Above runs the sql stored on E:/projects/my_sql_script.sql as below:

create table monthly_extract_:my_label as
select * from test
where
    date = to_date(':my_run_date','YYYY-MM-DD')
    and measurement > :threshold

In future releases, the package will likely migrate to the jinja package’s directive syntax.

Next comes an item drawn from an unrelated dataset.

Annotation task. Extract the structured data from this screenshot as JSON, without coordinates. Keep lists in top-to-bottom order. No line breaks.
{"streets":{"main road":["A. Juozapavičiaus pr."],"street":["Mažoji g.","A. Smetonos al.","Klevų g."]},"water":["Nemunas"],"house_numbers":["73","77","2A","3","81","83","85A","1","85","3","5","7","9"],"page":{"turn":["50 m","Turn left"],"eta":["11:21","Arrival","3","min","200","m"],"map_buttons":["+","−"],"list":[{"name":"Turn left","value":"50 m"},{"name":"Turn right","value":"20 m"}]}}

Programatically make and run simple query

The operator object’s qry method returns the query object. Use it’s clause methods to make a simple sql query, as it’s underlying query. The underlying query can be run directly, but the main usage is to act as the preprocessing step of the summary methods explained in the following sections.

from dwopt import lt
(
    lt.qry('test a').select('a.id', 'a.time')
    .case('amt', cond = {'amt < 1000':500,'amt < 2000':1500}, els = 'amt')
    .join('test2 b', 'a.id = b.id')
    .where("score > 0.5", "cat = 'test'")
    .print()#.run()
)

Above prints:

select a.id,a.time
    ,case
        when amt < 1000 then 500
        when amt < 2000 then 1500
        else amt
    end as amt
from test a
left join test2 b
    on a.id = b.id
where score > 0.5
    and cat = 'test'

In future releases, the package’s query construction internals will likely be improved from text manipulation to the sqlalchemy pakage’s toolkit.

Sql template: Excel-pivot table experience

A few lines of code specifying minimal information could produce a summary table similiar to what could be achieved in Excel. Difference being it is the efficient database engine doing the data processing work, and the flexible python machineries doing the presentation work.

The operator object’s qry method returns the query object. Use it’s summary methods to make and run summary queries. These methods operate on top of the underlying query.

For example:

from dwopt import lt #1
lt.qry('test').where("score > 0.5") \ #2
.valc('time, cat',"avg(score) avgscore, round(sum(amt)/1e3,2) total") \ #3
.pivot('time','cat',['n','avgscore','total']) #4

Results:

cat	n		avgscore		total
time	test	train	test	train	test	train
2013-01-02	816.0	847.0	0.746747	0.750452	398.34	417.31
2013-02-02	837.0	858.0	0.748214	0.743094	419.11	447.04
2013-03-02	805.0	860.0	0.756775	0.739017	394.89	422.35

Explanation of lines:

Get the default sqlite operator object.
Make, but do not run, an underlying sub query.
Make and run a value counts summary query (valc) with 2 groups, custom calcs, with the previous step’s underlying query placed inside a with clause.
Query result comes back to python as a standard pandas dataframe, call it’s pivot method.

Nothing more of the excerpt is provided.